By TIM BULLARD
GARDEN CITY — Controversial issues can span mundane budgetary battles to who’s bringing the fried chicken for the picnic, but on Saturday, April 4, St. Michael’s Church convened a timely AIDS ministry provoking important, passionate discussion.
Before a healing Mass and lunch, heart-breaking testimonials by three HIV-positive residents were heard, and sitting through the testimonials without shedding a tear was tougher halting a tidal wave with a paper umbrella.
Patrick Evans, a parishioner, helped organize the ministry meeting which evoked empathy after three HIV-positive speakers talked — including Evans.
“…Many times prisons are built by attitudes,” said HIV-positive Keith Bowling of CARETEAM, a local AIDS and HIV-positive client assistance organization. “We are talking about a time when there are many prisons being built, and I’m not talking about iron bars.
“Now I don’t mean to go and push it in your house. I don’t mean to slam it in your face. I only need to find my faith, and if I find my faith, I’ll let myself free, and I’m not going to let that stop me. Does that help?”

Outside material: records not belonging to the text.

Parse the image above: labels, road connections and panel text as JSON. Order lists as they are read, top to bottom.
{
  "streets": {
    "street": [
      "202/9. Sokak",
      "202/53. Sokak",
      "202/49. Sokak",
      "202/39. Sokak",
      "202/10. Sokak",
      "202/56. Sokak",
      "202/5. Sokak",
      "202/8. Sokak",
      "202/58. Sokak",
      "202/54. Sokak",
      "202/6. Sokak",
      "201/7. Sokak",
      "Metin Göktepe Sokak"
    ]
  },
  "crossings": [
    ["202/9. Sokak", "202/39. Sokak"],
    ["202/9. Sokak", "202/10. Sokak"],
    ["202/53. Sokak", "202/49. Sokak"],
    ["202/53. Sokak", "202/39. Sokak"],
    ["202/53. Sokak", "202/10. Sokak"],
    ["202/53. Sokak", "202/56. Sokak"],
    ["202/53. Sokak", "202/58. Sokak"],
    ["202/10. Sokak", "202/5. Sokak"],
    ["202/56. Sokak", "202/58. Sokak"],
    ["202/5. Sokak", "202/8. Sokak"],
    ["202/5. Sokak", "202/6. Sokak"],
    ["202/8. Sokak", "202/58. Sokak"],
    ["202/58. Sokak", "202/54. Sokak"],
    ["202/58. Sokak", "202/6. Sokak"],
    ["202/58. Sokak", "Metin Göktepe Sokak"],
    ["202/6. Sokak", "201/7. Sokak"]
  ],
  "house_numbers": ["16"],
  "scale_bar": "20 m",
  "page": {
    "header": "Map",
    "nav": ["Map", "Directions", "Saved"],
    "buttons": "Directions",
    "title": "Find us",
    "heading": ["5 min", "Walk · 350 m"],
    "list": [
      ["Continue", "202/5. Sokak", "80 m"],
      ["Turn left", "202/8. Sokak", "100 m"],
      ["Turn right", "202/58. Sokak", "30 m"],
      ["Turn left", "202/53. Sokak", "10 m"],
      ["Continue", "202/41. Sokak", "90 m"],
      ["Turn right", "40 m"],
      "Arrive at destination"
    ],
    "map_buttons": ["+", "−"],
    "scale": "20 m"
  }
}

“In the darkest hour, I don’t feel alone, and that makes me live,” said Bowling, who is on triple medicine therapy. “I am just truly amazed at you folks. It is very difficult to go into a church and talk about HIV and AIDS. I think that you have an incredible opportunity in this church.”
Bowling said he was in denial at first, hoping he “would go fast.”
The prices for medicines have been dropped by companies like Burroughs/Wellcome, but not enough to make them affordable for patients. Parishioners listened to stories of churches and doctors turning away HIV-positive patients and a North Carolina Catholic Church where Evans said a family left because the congregation did not want to share Communion with anyone HIV-positive.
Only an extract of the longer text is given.